Legal Immigration and Family Equity Act
("L.I.F.E." Act)
FINAL SUMMARY
REAUTHORIZES SECTION 245(i)
UNTIL APRIL 30, 2001
Under the LIFE Act, the
grandfather clause of Section 245(i) is extended from
January 14, 1998 until April 30, 2001. As a result, any beneficiary of
an immigrant visa petition or labor certification application
filed before April 30, 2001 will be able to apply for
adjustment of status under Section 245(i) if necessary. However, for any applications filed after January 14,
1998 (but before April 30, 2001) the applicant must prove they were physically
present in the United States on the date of the enactment of the
LIFE Act (December 21, 2000) in order to be eligible for
Section 245(i) adjustment of status.
What Is Section 245 of the
Act?
Section 245 of the Act (8 U.S.C. 1255) allows the Attorney
General, in his discretion, to adjust the status of an alien who
has an immigrant visa immediately available to that of a lawful
permanent resident (LPR) while the alien remains in the United
States in lieu of applying for an immigrant visa at a U.S.

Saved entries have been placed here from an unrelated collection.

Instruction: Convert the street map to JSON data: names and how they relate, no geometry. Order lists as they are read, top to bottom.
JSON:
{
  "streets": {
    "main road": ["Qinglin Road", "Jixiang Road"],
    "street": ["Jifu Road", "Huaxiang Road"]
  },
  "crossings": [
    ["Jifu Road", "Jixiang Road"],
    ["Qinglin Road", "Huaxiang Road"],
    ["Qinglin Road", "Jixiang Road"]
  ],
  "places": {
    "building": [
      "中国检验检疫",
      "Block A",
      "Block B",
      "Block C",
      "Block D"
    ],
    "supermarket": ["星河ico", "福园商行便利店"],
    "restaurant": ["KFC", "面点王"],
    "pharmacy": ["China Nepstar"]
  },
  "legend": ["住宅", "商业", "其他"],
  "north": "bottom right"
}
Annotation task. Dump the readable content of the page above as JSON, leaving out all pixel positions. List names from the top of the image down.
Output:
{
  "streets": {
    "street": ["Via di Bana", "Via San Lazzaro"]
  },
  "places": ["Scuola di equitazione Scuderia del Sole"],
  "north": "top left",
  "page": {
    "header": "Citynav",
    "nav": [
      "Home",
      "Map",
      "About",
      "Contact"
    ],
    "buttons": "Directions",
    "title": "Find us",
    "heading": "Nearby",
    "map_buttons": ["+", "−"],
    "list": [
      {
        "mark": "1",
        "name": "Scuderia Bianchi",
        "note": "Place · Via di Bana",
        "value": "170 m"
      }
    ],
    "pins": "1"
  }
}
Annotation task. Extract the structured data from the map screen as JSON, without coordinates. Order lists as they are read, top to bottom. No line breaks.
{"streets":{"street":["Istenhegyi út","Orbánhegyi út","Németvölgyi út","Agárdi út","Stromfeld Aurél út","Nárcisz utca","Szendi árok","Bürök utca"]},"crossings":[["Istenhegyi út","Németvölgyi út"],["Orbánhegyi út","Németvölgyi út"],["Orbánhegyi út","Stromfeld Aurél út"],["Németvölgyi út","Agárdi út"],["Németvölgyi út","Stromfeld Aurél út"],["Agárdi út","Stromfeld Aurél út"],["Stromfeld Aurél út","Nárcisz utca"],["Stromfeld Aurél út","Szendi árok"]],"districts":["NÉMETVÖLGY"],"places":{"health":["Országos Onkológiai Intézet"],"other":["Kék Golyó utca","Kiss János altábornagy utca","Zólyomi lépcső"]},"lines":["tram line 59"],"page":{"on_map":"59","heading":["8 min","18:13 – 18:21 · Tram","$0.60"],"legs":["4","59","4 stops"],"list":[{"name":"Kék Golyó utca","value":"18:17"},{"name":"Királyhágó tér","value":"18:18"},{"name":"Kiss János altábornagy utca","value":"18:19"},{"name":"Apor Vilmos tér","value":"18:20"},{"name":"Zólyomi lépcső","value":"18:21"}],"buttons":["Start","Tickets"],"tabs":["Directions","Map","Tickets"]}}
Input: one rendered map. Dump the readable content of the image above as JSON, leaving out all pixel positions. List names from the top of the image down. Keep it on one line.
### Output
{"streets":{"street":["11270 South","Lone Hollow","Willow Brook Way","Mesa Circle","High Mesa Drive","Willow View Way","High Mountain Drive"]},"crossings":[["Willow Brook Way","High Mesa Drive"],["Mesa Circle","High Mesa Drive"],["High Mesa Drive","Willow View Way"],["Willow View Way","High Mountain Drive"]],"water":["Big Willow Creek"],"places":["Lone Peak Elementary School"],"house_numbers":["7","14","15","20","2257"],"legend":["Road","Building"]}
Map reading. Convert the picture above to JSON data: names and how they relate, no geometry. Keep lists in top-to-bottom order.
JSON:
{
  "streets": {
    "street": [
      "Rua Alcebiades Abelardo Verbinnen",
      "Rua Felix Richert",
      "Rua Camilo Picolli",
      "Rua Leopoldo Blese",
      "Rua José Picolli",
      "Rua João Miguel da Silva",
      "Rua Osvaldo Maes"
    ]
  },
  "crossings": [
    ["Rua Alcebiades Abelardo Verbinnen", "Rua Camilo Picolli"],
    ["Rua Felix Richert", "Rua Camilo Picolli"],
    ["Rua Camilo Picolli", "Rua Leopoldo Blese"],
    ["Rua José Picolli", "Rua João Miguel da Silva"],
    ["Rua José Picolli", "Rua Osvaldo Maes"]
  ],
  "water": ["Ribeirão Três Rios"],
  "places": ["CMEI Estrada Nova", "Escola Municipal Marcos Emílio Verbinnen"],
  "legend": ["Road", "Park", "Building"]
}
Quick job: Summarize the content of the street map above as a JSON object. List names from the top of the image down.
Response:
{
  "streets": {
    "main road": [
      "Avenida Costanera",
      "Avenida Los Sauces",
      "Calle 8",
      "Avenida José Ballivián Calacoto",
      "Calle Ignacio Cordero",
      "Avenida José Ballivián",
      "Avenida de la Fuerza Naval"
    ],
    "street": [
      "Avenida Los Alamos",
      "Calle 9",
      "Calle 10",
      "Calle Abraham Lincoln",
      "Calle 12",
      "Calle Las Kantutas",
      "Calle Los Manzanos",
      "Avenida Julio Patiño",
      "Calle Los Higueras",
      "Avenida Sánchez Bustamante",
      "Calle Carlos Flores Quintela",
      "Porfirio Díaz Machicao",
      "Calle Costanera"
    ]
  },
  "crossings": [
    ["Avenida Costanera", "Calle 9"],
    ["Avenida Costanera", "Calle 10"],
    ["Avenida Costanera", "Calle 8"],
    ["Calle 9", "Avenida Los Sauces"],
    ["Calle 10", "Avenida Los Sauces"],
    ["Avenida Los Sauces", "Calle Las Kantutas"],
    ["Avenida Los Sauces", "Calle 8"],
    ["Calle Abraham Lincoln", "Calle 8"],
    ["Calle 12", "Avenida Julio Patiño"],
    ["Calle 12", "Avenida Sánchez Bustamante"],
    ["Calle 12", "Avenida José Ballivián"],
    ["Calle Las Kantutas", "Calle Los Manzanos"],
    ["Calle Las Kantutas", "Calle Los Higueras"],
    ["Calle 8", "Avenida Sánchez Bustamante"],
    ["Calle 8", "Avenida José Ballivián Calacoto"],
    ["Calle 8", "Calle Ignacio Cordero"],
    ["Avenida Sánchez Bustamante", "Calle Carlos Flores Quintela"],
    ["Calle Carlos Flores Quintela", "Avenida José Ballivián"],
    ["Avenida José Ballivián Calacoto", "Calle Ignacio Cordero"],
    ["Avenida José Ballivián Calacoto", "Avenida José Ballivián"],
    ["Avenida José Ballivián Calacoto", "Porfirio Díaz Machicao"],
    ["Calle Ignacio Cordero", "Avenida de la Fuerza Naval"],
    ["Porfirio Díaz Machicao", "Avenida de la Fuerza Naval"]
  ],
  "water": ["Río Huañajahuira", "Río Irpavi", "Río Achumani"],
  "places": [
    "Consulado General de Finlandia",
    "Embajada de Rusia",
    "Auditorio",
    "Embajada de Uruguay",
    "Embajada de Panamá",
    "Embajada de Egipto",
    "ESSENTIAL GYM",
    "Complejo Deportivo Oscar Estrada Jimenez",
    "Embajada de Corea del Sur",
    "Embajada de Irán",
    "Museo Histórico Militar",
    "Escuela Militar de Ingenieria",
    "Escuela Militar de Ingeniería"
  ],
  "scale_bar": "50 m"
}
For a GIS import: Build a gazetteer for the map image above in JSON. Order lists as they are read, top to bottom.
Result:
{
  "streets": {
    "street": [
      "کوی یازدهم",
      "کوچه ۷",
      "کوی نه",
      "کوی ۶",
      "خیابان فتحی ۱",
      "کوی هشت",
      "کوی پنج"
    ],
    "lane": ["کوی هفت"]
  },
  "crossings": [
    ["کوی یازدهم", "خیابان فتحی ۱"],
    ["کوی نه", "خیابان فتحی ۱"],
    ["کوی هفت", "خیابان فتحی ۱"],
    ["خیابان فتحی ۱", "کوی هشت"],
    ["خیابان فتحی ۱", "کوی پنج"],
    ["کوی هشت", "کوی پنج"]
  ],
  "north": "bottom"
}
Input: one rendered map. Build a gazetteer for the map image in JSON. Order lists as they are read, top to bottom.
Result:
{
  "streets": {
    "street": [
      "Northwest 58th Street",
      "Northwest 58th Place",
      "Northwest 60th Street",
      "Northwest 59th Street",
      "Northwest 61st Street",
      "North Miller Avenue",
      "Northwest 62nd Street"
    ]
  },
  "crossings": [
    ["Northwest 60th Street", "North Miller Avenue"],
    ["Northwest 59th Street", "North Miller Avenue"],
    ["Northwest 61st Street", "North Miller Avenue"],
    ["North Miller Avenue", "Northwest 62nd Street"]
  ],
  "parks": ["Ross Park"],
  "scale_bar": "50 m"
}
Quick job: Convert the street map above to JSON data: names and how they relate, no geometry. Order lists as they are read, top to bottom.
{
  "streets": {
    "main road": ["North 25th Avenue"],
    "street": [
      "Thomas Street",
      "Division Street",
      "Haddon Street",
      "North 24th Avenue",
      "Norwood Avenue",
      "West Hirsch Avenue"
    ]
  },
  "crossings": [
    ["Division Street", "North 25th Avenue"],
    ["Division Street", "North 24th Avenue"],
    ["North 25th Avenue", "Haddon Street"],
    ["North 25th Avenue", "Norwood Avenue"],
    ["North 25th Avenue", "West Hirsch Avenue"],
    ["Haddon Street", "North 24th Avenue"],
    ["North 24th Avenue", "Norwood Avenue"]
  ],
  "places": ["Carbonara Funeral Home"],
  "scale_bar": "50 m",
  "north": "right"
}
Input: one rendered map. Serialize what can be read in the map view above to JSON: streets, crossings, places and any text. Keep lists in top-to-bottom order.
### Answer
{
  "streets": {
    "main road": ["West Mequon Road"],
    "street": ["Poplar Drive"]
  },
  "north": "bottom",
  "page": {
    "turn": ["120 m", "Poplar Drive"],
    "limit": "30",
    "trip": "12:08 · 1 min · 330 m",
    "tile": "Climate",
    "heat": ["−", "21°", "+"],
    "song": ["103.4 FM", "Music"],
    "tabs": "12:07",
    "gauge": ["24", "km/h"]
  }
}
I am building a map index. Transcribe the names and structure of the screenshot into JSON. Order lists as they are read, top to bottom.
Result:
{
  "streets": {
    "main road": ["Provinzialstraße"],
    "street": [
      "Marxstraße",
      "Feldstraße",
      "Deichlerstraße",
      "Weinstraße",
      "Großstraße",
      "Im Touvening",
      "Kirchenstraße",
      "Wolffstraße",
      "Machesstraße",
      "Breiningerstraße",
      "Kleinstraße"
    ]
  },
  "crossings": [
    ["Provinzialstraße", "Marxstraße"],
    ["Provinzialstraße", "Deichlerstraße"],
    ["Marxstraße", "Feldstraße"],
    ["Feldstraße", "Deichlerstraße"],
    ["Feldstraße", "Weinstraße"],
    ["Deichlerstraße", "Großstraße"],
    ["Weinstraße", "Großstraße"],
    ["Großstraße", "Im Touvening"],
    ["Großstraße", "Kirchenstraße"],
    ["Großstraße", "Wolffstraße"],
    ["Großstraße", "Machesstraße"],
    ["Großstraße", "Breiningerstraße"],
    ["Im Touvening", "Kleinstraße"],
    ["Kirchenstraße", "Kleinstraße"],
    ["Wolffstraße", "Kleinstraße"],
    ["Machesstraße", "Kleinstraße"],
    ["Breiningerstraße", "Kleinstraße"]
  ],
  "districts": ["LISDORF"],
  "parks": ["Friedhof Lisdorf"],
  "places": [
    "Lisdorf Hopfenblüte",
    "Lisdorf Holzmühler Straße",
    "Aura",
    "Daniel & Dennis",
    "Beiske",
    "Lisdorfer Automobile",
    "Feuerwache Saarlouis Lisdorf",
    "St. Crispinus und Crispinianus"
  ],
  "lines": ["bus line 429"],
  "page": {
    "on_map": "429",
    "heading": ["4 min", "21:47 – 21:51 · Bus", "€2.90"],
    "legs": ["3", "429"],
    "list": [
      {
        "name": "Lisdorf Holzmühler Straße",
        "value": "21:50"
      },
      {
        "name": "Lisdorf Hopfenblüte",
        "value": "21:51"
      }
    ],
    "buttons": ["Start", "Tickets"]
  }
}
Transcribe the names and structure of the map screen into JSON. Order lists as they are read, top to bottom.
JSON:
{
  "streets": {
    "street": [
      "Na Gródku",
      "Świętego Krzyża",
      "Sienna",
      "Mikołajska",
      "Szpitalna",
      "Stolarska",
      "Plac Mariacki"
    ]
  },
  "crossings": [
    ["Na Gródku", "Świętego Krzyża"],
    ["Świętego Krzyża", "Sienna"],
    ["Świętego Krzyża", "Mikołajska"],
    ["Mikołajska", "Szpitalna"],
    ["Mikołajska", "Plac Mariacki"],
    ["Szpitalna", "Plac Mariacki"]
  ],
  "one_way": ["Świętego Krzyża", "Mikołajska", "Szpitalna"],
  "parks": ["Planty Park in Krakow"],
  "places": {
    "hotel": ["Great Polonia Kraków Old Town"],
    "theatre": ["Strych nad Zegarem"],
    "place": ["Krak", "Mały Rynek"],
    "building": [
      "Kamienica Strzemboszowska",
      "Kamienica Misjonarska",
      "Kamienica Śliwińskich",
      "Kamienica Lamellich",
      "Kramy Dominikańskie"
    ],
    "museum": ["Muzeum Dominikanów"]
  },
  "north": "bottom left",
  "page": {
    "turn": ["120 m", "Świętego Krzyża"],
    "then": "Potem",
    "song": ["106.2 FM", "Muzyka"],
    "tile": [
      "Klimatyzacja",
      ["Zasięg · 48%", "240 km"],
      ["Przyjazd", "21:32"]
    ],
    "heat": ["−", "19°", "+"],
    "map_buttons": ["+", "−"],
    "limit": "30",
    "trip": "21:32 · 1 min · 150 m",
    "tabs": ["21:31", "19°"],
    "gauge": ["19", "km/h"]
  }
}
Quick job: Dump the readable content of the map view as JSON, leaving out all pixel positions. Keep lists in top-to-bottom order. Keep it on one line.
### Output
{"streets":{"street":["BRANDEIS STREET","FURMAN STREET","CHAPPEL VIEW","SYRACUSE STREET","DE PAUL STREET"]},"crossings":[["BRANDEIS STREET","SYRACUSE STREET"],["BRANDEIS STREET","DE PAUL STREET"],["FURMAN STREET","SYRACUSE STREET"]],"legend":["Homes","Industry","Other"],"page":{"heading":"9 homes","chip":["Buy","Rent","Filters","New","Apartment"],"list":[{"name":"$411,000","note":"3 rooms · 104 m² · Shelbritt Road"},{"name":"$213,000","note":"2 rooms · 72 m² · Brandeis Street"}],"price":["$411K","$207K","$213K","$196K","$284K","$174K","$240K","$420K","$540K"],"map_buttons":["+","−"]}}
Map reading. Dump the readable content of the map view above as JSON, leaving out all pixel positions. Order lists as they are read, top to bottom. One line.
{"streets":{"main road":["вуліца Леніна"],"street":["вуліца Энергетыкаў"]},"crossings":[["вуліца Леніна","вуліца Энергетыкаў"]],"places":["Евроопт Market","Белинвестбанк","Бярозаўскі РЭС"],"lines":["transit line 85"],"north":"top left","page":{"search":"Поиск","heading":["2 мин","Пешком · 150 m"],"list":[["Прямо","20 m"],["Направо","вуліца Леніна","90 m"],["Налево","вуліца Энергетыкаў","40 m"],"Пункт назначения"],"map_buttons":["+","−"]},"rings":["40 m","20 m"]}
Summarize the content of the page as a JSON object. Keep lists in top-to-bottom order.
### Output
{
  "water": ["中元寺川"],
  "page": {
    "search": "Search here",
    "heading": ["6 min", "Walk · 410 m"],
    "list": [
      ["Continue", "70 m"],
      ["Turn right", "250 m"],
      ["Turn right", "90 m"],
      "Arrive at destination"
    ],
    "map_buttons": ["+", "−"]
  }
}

consular office abroad, if certain conditions are met. An alien
must have been inspected and admitted or paroled, be eligible for
an immigrant visa and admissible for permanent residence and,
with some exceptions, have maintained lawful nonimmigrant status.
The alien must not have engaged in unauthorized employment.
What Is Section 245(i) of the
Act?
Section 245(i) of the Act (8 U.S.C. 1255(i)) allows certain
aliens with an immigrant visa immediately available to them to
apply to adjust status upon payment of a $1,000 surcharge, even
though the alien entered the United States without inspection or
does not meet the maintenance of status and authorized employment
requirements of section 245(c) of the Act (8 U.S.C. 1255(c)).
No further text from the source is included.